Ромка не был согласен ни с «крючком», ни «с волчком», но слишком велика была жажда славы. Он стремительно ворвался в клуб, сопровождаемый злорадно-завистливыми криками: «Крючок! Волчок!» Насмешки отскакивали от него, не задевая, — ведь он уже был на пороге славы, которая важнее хлеба!

Роль у Ромки оказалась нехитрой. Когда открылся занавес и начался спектакль, а в жарком клубе, набитом людьми, установилась тишина, на сцене появился паренёк в клетчатых штанах, с голодными, ярко подведёнными глазами.

— Ромка! — пронёсся по залу приглушённый шёпот. Ребята, стиснутые взрослыми, стали тянуться вверх. — Ой, Ромка! Ромку не узнать.

А он крался за толстым буржуйским дяденькой в котелке и, когда тот зазевался, ловко вытащил у него из кармана большой носовой платок, тоже клетчатый.

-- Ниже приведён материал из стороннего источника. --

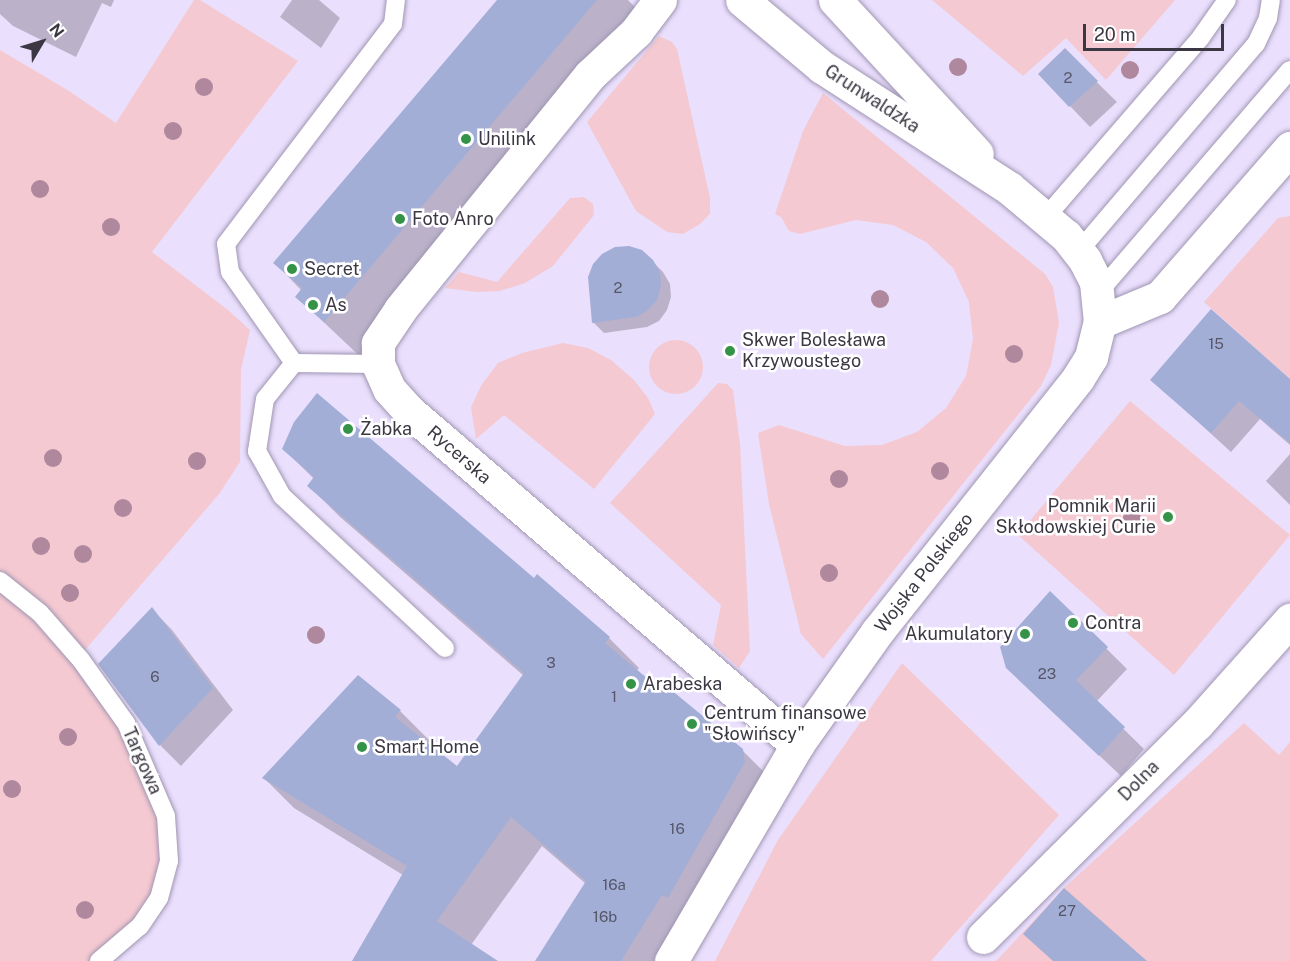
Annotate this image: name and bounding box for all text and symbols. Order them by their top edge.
north arrow [12,12,72,72]
scale bar [1086,12,1227,50]
text: N [45,20,68,41]
text: 20 m [1094,24,1136,45]
street label: Grunwaldzka [820,60,924,138]
house number: 2 [1064,69,1072,87]
place label: Unilink [478,128,536,150]
marker: Unilink [459,132,473,146]
place label: Foto Anro [412,208,494,230]
marker: Foto Anro [393,212,407,226]
place label: Secret [304,258,360,280]
marker: Secret [285,262,299,276]
house number: 2 [614,279,622,297]
place label: As [325,294,347,316]
marker: As [306,298,320,312]
place label: Skwer Bolesława Krzywoustego [742,330,886,372]
house number: 15 [1208,335,1224,353]
marker: Skwer Bolesława Krzywoustego [723,344,737,358]
place label: Żabka [360,418,412,440]
street label: Rycerska [423,421,495,489]
marker: Żabka [341,422,355,436]
place label: Pomnik Marii Skłodowskiej Curie [995,496,1156,538]
street label: Wojska Polskiego [871,509,977,637]
marker: Pomnik Marii Skłodowskiej Curie [1161,510,1175,524]
place label: Contra [1085,612,1141,634]
marker: Contra [1066,616,1080,630]
place label: Akumulatory [905,623,1013,645]
marker: Akumulatory [1018,627,1032,641]
house number: 3 [546,654,556,672]
house number: 23 [1038,665,1056,683]
house number: 6 [150,668,160,686]
place label: Arabeska [643,673,722,695]
marker: Arabeska [624,677,638,691]
house number: 1 [611,688,617,706]
place label: Centrum finansowe "Słowińscy" [704,703,867,746]
marker: Centrum finansowe "Słowińscy" [685,717,699,731]
street label: Targowa [118,724,166,798]
place label: Smart Home [374,736,479,758]
marker: Smart Home [355,740,369,754]
street label: Dolna [1114,756,1164,806]
house number: 16 [669,820,685,838]
house number: 16a [602,876,626,894]
house number: 27 [1058,902,1076,920]
house number: 16b [593,908,617,926]

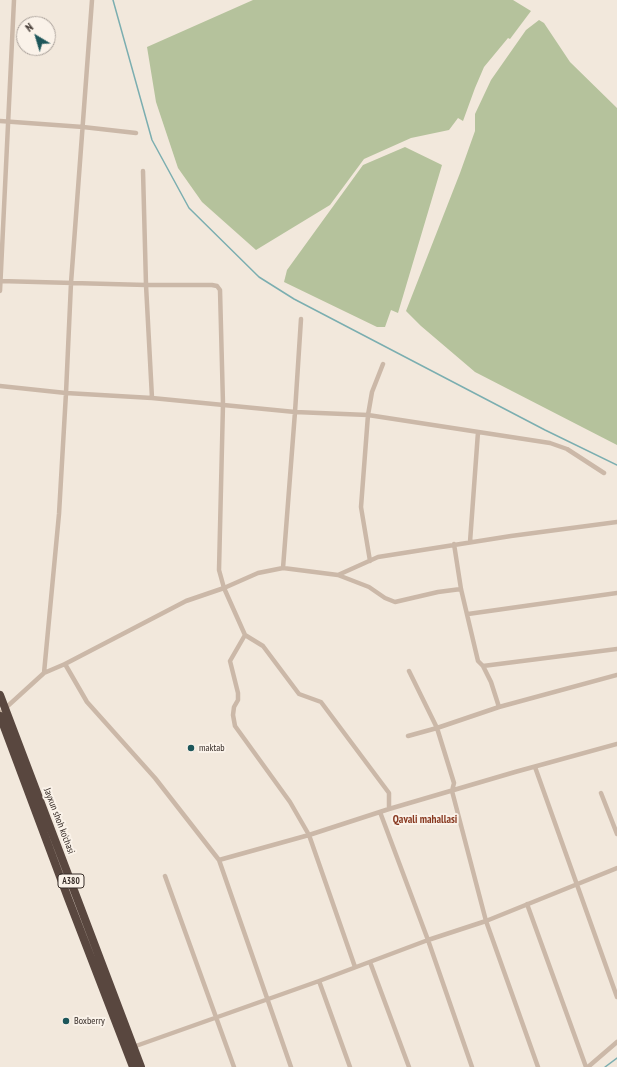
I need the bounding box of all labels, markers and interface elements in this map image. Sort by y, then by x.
north arrow [16,16,56,56]
text: N [23,20,36,35]
place label: maktab [199,742,224,754]
marker: maktab [186,743,196,753]
street label: Jayxun shoh ko'chasi [41,786,77,856]
district label: Qavali mahallasi [393,813,457,827]
road number: A380 [58,874,84,888]
place label: Boxberry [74,1015,105,1027]
marker: Boxberry [61,1016,71,1026]

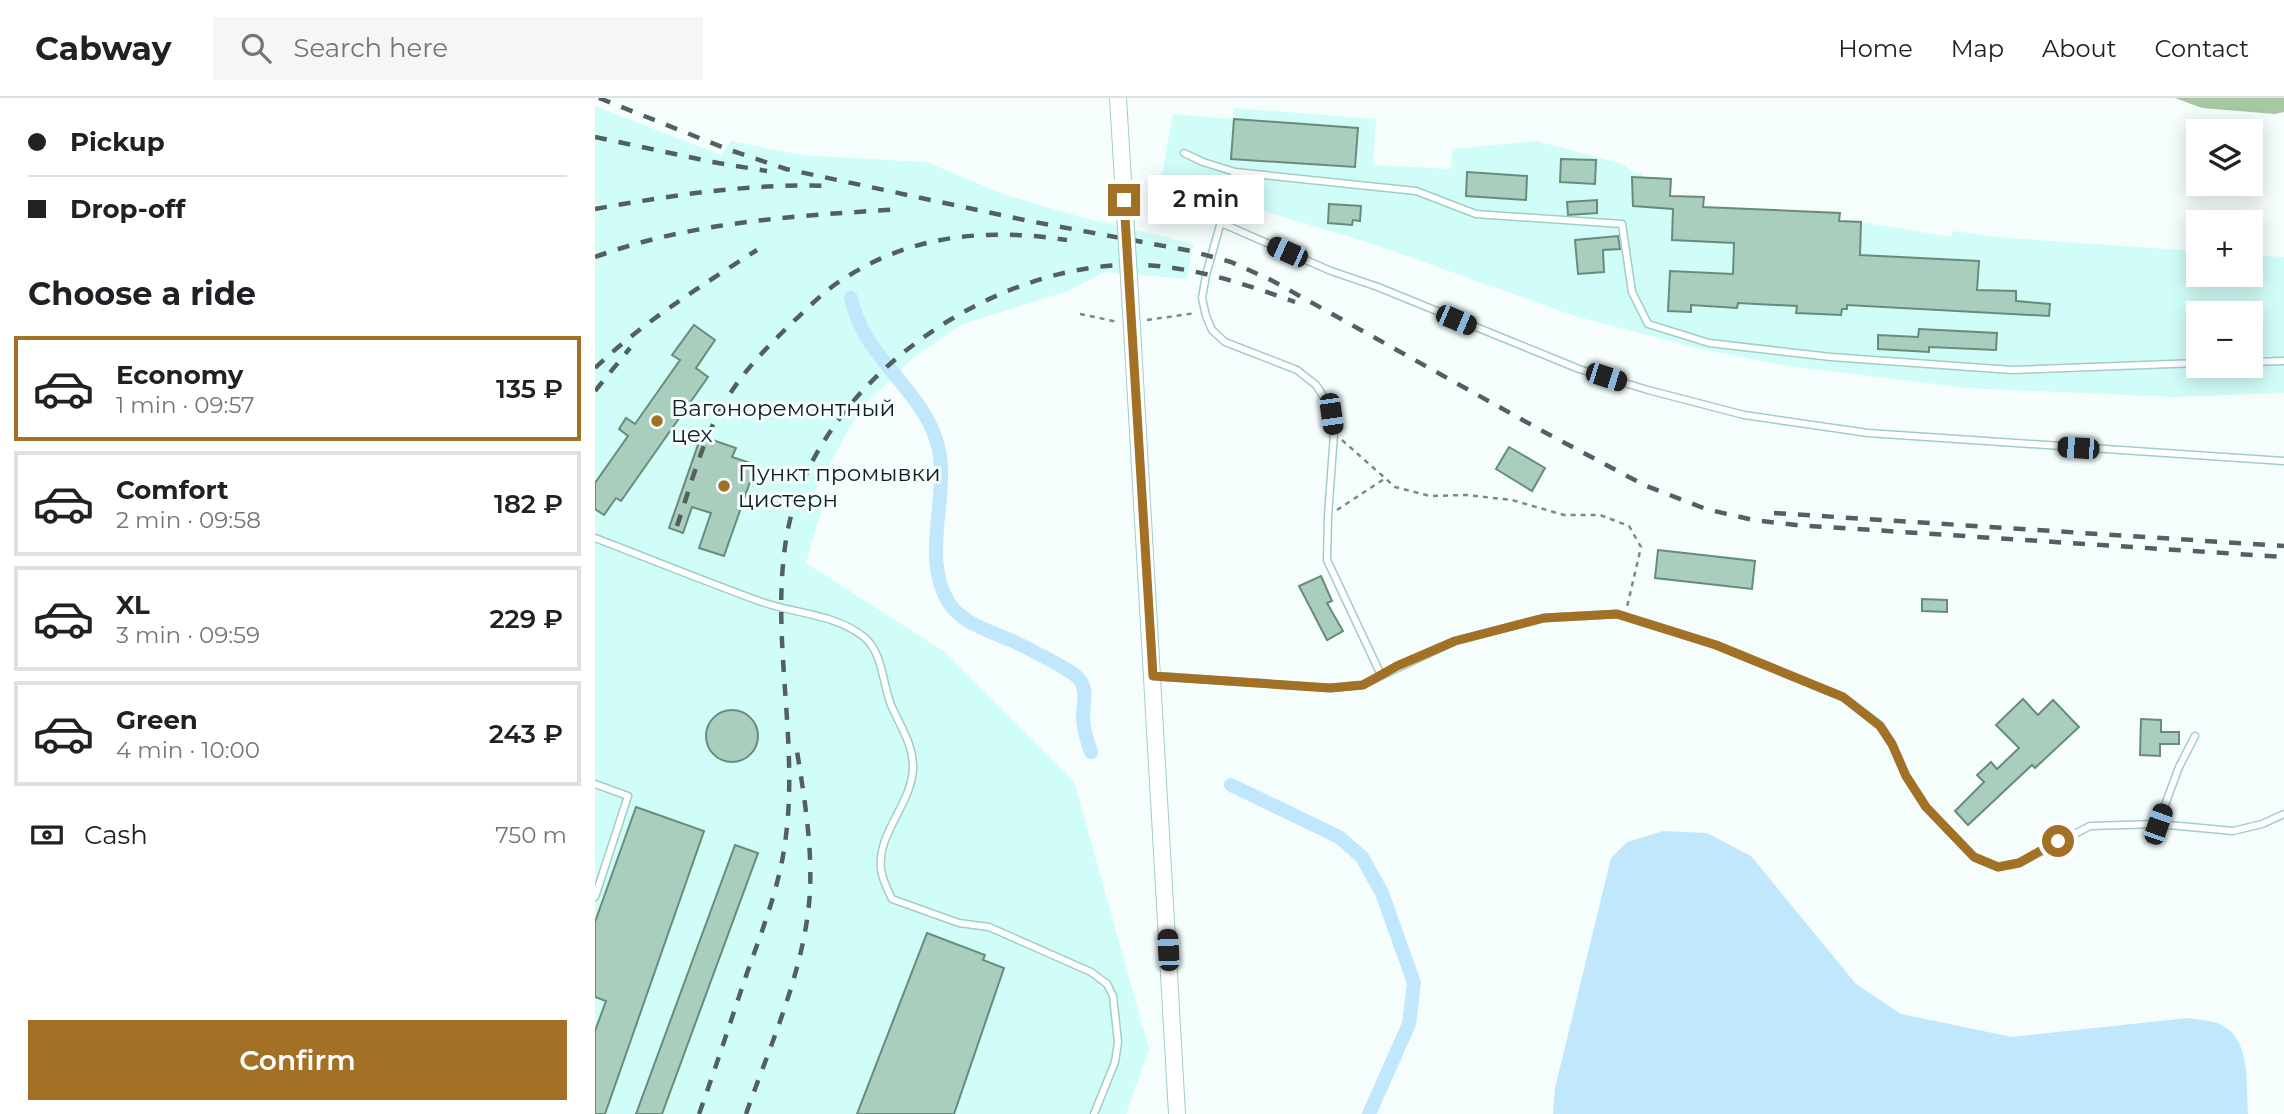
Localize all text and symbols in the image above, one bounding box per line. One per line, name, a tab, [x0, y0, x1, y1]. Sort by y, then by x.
search box	[213, 17, 703, 80]
text: Cabway	[35, 28, 171, 68]
icon: search	[237, 29, 275, 67]
text: Search here	[293, 32, 448, 64]
text: Home	[1838, 34, 1913, 63]
text: Map	[1951, 34, 2004, 63]
text: About	[2042, 34, 2116, 63]
text: Contact	[2154, 34, 2249, 63]
map controls	[2186, 119, 2263, 378]
button: layers	[2186, 119, 2263, 196]
text: Pickup	[70, 126, 165, 158]
callout: 2 min	[1149, 176, 1264, 224]
route end	[1108, 184, 1140, 216]
text: 2 min	[1173, 185, 1239, 213]
text: Drop-off	[70, 193, 185, 225]
button: +	[2186, 210, 2263, 287]
car	[1264, 234, 1311, 270]
text: Choose a ride	[28, 274, 256, 313]
button: −	[2186, 301, 2263, 378]
car	[1433, 302, 1480, 338]
icon: car	[32, 357, 95, 420]
text: Economy	[116, 359, 243, 391]
car	[1583, 361, 1630, 393]
text: 135 ₽	[496, 373, 563, 405]
text: 1 min · 09:57	[116, 391, 255, 419]
car	[1318, 392, 1345, 436]
place label: Вагоноремонтный цех	[671, 394, 895, 448]
marker: Вагоноремонтный цех	[649, 413, 665, 429]
car	[2057, 436, 2100, 460]
place label: Пункт промывки цистерн	[738, 459, 941, 513]
icon: car	[32, 472, 95, 535]
text: Comfort	[116, 474, 228, 506]
marker: Пункт промывки цистерн	[716, 478, 732, 494]
text: 182 ₽	[494, 488, 563, 520]
text: 2 min · 09:58	[116, 506, 261, 534]
icon: car	[32, 587, 95, 650]
text: XL	[116, 589, 150, 621]
text: 229 ₽	[489, 603, 563, 635]
text: 3 min · 09:59	[116, 621, 260, 649]
icon: car	[32, 702, 95, 765]
text: Green	[116, 704, 198, 736]
text: 243 ₽	[489, 718, 563, 750]
text: 4 min · 10:00	[116, 736, 260, 764]
car	[2142, 801, 2175, 847]
icon: cash	[28, 816, 66, 854]
text: Cash	[84, 819, 148, 851]
text: 750 m	[495, 821, 567, 849]
route start	[2042, 825, 2074, 857]
car	[1157, 928, 1180, 972]
button: Confirm	[28, 1020, 567, 1100]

В следующей сцене Ромка сидел на куче тряпья и играл с кудлатым щенком. Это был не настоящий щенок, а только чучело, и все это видели, и лишь один Ромка притворялся — вот потеха! — что это живой щенок, подзывал его к себе, свистел, и щенок, которого кто-то невидимый подтягивал за ниточку, подпрыгивал на задних лапах и тыкался мордочкой в руки.

Услышав недоверчивый смешок в зале, Ромка вдруг забыл про щенка и стал глазеть на публику. Вон Федька с подоконника корчит рожу и грозит кулаком, а Нюрка, та, что рвалась к дяде Мите, даже привстала и часто-часто показывает пальцем на себя — видно, просится на сцену. Маленький Данька слез с мамкиных колен и деловито заковылял по проходу. Ему тоже хотелось на сцену поиграть со щенком.

Тогда Ромка поднял щенка за хвост и стал приглашать на сцену всех желающих. Славы у него было теперь так много, что он не знал, куда её девать. В зале громко смеялись. Принимая смех за одобрение, Ромка вовсю старался, зазывая ребят, и только актёры, те, что по пьесе изображали мать и отца, продолжали играть. И вдруг «отец» — только сейчас до него дошло, почему в зале смеются, — подошёл к Ромке, швырнул за кулисы щенка, взял мальчика за ухо и сказал, словно так и полагалось по пьесе:

— Сколько раз говорил тебе, не мучай бедную тварь. Марш отсюда!

И дал ему пинка — это был уже не театральный, а настоящий пинок, от которого Ромка вылетел за кулисы и попал в объятия дяди Мити. Впрочем, он тут же разомкнул объятия, усадил Ромку перед собой и учинил нешуточный допрос.